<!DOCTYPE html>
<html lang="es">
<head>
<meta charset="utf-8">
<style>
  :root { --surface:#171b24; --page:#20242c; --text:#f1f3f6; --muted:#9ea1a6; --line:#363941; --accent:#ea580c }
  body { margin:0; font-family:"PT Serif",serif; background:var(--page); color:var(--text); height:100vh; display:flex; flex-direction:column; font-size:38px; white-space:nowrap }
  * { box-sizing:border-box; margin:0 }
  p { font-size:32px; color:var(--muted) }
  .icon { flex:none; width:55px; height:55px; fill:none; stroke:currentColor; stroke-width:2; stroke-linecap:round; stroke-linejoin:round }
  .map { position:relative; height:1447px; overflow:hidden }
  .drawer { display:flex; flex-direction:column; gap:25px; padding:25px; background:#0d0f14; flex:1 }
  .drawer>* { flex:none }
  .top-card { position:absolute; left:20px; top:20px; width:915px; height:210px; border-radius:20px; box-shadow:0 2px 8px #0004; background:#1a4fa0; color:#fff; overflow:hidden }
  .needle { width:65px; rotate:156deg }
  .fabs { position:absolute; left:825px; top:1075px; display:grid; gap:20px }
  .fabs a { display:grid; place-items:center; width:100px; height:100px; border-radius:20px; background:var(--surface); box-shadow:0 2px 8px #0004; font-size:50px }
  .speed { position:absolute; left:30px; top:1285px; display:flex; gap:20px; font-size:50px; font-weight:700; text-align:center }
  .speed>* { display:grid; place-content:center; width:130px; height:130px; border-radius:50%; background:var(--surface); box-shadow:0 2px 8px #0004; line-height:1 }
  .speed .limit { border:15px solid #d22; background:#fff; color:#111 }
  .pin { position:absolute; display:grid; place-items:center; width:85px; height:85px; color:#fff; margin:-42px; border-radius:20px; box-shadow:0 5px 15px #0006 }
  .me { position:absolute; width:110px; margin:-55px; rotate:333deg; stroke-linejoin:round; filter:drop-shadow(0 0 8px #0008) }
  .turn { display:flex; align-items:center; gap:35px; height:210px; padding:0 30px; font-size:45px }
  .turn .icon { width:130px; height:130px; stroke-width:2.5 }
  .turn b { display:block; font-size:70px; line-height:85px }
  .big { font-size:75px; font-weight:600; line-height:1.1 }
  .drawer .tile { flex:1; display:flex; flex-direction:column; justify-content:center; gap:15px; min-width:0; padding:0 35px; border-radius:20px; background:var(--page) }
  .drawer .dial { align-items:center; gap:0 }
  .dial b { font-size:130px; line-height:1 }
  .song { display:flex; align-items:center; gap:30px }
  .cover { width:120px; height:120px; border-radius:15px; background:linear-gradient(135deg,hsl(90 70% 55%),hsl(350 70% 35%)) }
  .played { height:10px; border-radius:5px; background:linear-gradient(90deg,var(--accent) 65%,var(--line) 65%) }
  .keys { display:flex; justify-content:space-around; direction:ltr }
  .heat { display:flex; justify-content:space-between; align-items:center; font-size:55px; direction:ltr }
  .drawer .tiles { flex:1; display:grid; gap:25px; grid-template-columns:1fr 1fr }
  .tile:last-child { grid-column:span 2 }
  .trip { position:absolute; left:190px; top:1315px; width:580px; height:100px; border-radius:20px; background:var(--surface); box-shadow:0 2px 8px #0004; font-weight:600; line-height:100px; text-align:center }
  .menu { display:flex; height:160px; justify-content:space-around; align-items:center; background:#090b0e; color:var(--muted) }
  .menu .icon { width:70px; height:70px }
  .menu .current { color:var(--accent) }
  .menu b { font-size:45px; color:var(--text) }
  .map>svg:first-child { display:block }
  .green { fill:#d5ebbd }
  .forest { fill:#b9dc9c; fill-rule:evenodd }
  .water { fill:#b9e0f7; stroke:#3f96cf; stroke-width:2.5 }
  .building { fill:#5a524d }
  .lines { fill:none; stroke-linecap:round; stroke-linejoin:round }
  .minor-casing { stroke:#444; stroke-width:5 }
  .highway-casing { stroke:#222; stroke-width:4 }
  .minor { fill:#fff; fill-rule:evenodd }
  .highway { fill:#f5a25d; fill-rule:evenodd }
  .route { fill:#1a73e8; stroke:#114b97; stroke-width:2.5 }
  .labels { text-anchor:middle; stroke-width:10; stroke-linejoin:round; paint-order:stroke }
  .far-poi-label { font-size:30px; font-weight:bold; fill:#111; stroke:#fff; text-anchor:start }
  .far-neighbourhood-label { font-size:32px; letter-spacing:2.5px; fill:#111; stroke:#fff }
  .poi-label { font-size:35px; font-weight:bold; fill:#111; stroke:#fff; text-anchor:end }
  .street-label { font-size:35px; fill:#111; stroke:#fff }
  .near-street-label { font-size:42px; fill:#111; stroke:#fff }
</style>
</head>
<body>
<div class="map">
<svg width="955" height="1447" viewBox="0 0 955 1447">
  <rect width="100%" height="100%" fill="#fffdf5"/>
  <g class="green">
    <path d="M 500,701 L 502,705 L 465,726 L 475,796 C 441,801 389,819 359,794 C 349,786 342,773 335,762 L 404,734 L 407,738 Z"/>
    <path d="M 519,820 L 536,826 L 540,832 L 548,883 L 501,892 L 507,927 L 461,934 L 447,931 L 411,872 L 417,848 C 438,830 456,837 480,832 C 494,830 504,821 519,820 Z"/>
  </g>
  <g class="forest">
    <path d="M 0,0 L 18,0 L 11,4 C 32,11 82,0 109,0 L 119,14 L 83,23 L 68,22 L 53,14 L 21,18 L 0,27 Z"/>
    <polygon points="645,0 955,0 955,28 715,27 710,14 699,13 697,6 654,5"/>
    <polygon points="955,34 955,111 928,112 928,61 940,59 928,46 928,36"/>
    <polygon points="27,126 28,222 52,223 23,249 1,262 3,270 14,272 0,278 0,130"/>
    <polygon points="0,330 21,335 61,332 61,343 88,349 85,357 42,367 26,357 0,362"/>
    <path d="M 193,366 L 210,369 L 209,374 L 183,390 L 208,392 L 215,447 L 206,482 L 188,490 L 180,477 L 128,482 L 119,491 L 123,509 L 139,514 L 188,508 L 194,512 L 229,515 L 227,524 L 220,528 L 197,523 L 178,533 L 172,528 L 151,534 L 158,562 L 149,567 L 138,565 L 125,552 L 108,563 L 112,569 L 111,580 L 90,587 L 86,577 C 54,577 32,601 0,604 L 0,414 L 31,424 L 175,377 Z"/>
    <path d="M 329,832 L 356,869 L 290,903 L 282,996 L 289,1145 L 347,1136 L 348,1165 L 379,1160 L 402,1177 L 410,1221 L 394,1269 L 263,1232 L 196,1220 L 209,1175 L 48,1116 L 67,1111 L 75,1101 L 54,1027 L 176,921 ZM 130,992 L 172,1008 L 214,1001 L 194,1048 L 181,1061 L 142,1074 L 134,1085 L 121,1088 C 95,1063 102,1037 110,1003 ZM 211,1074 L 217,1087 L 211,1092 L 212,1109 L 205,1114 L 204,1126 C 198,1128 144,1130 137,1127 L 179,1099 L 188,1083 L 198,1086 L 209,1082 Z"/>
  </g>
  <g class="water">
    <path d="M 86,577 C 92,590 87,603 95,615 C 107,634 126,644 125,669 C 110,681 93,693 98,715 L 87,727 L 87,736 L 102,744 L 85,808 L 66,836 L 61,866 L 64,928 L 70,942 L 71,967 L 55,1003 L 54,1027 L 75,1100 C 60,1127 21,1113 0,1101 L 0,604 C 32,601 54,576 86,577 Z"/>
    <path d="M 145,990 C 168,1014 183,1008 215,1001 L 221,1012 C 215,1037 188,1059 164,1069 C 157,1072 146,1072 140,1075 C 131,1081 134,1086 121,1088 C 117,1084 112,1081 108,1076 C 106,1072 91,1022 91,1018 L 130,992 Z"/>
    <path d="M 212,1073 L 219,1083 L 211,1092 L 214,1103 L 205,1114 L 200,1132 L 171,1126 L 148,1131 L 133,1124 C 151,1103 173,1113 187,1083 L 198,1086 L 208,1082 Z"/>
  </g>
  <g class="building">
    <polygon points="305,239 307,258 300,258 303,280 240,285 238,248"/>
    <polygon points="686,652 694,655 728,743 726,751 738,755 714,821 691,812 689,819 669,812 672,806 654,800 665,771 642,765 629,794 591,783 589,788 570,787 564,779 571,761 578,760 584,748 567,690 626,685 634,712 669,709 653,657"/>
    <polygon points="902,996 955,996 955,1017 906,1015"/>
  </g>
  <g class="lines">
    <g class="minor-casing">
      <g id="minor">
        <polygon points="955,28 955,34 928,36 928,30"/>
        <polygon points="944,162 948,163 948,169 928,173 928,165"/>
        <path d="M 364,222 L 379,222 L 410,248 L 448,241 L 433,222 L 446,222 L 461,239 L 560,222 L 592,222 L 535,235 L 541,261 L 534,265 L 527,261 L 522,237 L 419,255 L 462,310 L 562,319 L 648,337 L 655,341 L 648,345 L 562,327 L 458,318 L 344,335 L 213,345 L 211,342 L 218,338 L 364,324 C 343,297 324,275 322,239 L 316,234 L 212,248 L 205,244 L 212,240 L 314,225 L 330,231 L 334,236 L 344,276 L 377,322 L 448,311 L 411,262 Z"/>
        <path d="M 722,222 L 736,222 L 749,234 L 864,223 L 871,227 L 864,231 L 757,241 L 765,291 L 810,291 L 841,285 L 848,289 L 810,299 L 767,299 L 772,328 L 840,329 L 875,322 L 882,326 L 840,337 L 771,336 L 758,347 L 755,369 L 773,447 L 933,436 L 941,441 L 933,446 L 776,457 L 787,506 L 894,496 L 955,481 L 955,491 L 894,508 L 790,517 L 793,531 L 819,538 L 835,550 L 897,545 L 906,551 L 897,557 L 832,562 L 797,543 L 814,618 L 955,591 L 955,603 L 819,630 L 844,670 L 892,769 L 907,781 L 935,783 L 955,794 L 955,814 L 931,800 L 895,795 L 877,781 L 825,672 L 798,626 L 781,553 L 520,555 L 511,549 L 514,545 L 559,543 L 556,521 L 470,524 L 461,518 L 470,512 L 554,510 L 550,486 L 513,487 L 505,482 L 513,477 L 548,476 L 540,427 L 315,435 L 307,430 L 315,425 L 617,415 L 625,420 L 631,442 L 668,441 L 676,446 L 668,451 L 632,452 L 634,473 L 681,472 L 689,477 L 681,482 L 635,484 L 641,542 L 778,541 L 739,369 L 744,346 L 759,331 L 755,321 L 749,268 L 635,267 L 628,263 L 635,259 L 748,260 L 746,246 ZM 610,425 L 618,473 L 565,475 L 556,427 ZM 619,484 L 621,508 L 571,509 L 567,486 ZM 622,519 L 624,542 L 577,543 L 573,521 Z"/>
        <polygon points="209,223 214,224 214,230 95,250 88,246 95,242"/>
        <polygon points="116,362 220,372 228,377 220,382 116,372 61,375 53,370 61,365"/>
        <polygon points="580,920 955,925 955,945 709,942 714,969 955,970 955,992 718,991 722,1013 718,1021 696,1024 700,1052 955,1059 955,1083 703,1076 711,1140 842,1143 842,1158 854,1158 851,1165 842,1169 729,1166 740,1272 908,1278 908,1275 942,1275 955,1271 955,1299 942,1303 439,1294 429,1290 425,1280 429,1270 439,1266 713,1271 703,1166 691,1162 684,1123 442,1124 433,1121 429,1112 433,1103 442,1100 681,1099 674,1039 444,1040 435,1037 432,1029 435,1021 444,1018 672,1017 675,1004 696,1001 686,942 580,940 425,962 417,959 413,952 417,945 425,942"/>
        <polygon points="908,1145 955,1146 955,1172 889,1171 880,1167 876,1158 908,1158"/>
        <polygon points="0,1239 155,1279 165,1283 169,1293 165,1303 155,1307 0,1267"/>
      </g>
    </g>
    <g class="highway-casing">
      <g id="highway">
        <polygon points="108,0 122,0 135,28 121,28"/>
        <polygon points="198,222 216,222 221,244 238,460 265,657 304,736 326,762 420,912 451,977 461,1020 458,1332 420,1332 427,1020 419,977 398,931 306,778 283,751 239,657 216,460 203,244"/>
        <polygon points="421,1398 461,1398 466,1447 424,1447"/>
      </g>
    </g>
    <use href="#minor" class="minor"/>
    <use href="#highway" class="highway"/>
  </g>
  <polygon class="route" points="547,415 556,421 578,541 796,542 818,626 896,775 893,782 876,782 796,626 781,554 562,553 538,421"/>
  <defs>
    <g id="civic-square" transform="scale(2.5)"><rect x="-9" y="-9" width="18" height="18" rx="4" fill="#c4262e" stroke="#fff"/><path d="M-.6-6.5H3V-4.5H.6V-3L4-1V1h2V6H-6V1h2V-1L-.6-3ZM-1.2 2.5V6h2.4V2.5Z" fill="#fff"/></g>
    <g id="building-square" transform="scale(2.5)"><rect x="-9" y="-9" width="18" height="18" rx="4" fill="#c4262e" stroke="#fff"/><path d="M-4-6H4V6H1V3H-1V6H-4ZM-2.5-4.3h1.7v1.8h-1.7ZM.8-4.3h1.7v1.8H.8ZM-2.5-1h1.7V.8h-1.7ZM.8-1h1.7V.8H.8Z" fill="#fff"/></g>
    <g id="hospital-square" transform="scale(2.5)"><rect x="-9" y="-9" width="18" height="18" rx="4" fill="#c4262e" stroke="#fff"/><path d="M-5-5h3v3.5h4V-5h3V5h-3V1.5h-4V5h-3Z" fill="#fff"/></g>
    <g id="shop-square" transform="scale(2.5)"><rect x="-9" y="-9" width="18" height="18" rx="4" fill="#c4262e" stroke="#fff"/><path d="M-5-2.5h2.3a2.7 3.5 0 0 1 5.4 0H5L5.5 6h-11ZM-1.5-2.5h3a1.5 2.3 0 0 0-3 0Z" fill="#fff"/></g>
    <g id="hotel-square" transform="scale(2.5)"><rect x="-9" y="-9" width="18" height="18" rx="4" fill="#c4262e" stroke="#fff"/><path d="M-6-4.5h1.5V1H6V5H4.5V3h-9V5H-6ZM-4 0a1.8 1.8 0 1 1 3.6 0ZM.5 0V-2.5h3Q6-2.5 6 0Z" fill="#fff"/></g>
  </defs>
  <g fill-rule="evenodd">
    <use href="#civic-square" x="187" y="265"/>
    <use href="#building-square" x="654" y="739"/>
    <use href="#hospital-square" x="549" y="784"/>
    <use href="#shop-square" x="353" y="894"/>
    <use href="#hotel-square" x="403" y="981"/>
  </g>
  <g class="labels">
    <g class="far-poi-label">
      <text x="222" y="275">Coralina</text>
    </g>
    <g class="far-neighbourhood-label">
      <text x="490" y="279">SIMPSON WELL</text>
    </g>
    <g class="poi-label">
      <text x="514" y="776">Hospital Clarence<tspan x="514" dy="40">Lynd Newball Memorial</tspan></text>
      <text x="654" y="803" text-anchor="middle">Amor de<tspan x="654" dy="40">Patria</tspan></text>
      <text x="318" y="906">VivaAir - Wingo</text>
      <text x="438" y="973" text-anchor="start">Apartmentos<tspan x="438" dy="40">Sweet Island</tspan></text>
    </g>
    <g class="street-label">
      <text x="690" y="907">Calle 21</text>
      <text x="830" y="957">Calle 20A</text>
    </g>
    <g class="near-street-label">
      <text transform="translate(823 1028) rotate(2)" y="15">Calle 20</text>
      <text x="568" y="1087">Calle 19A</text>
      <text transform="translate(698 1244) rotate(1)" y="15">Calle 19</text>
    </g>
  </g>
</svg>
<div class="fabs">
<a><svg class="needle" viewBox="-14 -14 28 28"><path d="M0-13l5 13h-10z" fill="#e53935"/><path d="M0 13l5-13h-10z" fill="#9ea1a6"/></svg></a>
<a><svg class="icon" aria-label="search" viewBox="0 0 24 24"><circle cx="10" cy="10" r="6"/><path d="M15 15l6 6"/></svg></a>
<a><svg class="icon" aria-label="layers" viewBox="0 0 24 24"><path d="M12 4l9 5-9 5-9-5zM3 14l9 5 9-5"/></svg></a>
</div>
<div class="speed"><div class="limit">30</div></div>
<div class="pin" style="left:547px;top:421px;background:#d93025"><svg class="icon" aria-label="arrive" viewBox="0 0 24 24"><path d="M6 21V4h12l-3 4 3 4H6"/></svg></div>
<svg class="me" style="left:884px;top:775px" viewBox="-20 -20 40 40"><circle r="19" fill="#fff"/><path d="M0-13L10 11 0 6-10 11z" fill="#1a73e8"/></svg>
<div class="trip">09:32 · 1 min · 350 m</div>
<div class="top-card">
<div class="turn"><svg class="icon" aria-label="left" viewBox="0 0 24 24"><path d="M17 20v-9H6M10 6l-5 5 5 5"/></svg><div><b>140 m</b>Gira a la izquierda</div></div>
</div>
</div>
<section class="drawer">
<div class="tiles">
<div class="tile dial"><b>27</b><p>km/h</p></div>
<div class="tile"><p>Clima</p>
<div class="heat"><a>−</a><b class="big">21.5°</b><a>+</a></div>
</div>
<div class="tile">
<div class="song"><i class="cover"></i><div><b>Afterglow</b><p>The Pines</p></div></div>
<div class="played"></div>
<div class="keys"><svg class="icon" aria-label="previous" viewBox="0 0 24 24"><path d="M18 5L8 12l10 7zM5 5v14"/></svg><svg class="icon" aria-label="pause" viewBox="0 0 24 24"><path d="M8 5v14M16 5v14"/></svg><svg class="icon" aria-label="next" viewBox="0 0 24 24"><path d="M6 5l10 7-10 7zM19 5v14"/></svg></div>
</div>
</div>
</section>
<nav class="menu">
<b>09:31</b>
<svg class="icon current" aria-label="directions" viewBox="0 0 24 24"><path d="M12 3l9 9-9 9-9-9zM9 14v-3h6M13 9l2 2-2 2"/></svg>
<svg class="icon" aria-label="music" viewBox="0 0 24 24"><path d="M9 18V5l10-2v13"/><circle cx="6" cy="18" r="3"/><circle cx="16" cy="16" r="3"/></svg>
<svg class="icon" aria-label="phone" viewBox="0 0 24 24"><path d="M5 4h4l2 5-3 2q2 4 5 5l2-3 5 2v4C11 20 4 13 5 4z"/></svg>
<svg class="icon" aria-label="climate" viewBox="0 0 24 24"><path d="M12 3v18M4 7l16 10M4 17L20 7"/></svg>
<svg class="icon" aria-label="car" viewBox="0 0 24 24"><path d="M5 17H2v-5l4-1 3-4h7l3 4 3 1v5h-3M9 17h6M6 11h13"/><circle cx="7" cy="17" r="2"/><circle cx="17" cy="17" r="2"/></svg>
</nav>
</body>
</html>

• **What to do**: In the material above, find each line containing the word "gradient" and copy it.

• **Response for this exercise**:
  .cover { width:120px; height:120px; border-radius:15px; background:linear-gradient(135deg,hsl(90 70% 55%),hsl(350 70% 35%)) }
  .played { height:10px; border-radius:5px; background:linear-gradient(90deg,var(--accent) 65%,var(--line) 65%) }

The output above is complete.